◆ Task ◆
Copy all entries exactly.

◆ Records for the exercise ◆
=== Section Start ===
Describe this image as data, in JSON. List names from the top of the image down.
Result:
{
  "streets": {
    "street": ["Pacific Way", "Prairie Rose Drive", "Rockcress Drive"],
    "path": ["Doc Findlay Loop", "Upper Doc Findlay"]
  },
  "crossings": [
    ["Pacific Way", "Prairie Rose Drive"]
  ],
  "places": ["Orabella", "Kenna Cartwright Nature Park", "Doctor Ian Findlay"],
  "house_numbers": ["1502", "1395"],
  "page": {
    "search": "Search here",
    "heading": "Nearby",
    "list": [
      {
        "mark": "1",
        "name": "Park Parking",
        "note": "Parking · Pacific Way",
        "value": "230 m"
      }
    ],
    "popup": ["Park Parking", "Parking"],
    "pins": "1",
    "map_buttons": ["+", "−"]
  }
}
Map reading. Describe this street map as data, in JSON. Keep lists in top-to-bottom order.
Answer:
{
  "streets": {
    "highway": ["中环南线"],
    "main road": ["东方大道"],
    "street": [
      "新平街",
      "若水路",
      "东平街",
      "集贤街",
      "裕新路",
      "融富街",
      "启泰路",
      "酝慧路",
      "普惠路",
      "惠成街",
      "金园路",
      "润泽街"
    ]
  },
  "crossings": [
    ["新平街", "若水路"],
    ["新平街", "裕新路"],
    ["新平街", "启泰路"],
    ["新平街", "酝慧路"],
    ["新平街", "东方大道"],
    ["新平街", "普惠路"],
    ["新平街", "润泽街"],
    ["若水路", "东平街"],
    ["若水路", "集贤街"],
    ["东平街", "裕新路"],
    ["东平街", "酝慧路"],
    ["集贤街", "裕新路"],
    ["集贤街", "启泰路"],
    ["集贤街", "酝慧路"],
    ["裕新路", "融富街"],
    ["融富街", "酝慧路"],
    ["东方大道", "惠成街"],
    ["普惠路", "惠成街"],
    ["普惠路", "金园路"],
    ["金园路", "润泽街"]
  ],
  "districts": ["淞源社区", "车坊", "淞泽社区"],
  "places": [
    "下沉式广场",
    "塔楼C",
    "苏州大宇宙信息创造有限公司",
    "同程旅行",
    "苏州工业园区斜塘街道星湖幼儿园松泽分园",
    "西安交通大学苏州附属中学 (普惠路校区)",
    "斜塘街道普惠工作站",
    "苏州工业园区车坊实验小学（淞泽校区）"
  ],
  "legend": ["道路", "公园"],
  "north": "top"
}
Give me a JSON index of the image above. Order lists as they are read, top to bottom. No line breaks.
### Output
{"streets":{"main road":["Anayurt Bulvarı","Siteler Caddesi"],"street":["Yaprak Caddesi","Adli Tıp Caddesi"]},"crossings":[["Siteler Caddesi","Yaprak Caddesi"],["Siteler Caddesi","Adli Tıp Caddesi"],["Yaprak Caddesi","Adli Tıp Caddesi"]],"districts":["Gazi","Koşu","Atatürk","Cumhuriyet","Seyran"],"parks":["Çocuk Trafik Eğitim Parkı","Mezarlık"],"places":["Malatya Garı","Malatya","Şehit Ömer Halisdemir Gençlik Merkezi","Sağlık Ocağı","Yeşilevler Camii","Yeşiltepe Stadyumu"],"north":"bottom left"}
=== Section End ===
◆ Solution to this task ◆
Describe this image as data, in JSON. List names from the top of the image down.
Result:
{
  "streets": {
    "street": ["Pacific Way", "Prairie Rose Drive", "Rockcress Drive"],
    "path": ["Doc Findlay Loop", "Upper Doc Findlay"]
  },
  "crossings": [
    ["Pacific Way", "Prairie Rose Drive"]
  ],
  "places": ["Orabella", "Kenna Cartwright Nature Park", "Doctor Ian Findlay"],
  "house_numbers": ["1502", "1395"],
  "page": {
    "search": "Search here",
    "heading": "Nearby",
    "list": [
      {
        "mark": "1",
        "name": "Park Parking",
        "note": "Parking · Pacific Way",
        "value": "230 m"
      }
    ],
    "popup": ["Park Parking", "Parking"],
    "pins": "1",
    "map_buttons": ["+", "−"]
  }
}
Map reading. Describe this street map as data, in JSON. Keep lists in top-to-bottom order.
Answer:
{
  "streets": {
    "highway": ["中环南线"],
    "main road": ["东方大道"],
    "street": [
      "新平街",
      "若水路",
      "东平街",
      "集贤街",
      "裕新路",
      "融富街",
      "启泰路",
      "酝慧路",
      "普惠路",
      "惠成街",
      "金园路",
      "润泽街"
    ]
  },
  "crossings": [
    ["新平街", "若水路"],
    ["新平街", "裕新路"],
    ["新平街", "启泰路"],
    ["新平街", "酝慧路"],
    ["新平街", "东方大道"],
    ["新平街", "普惠路"],
    ["新平街", "润泽街"],
    ["若水路", "东平街"],
    ["若水路", "集贤街"],
    ["东平街", "裕新路"],
    ["东平街", "酝慧路"],
    ["集贤街", "裕新路"],
    ["集贤街", "启泰路"],
    ["集贤街", "酝慧路"],
    ["裕新路", "融富街"],
    ["融富街", "酝慧路"],
    ["东方大道", "惠成街"],
    ["普惠路", "惠成街"],
    ["普惠路", "金园路"],
    ["金园路", "润泽街"]
  ],
  "districts": ["淞源社区", "车坊", "淞泽社区"],
  "places": [
    "下沉式广场",
    "塔楼C",
    "苏州大宇宙信息创造有限公司",
    "同程旅行",
    "苏州工业园区斜塘街道星湖幼儿园松泽分园",
    "西安交通大学苏州附属中学 (普惠路校区)",
    "斜塘街道普惠工作站",
    "苏州工业园区车坊实验小学（淞泽校区）"
  ],
  "legend": ["道路", "公园"],
  "north": "top"
}
Give me a JSON index of the image above. Order lists as they are read, top to bottom. No line breaks.
### Output
{"streets":{"main road":["Anayurt Bulvarı","Siteler Caddesi"],"street":["Yaprak Caddesi","Adli Tıp Caddesi"]},"crossings":[["Siteler Caddesi","Yaprak Caddesi"],["Siteler Caddesi","Adli Tıp Caddesi"],["Yaprak Caddesi","Adli Tıp Caddesi"]],"districts":["Gazi","Koşu","Atatürk","Cumhuriyet","Seyran"],"parks":["Çocuk Trafik Eğitim Parkı","Mezarlık"],"places":["Malatya Garı","Malatya","Şehit Ömer Halisdemir Gençlik Merkezi","Sağlık Ocağı","Yeşilevler Camii","Yeşiltepe Stadyumu"],"north":"bottom left"}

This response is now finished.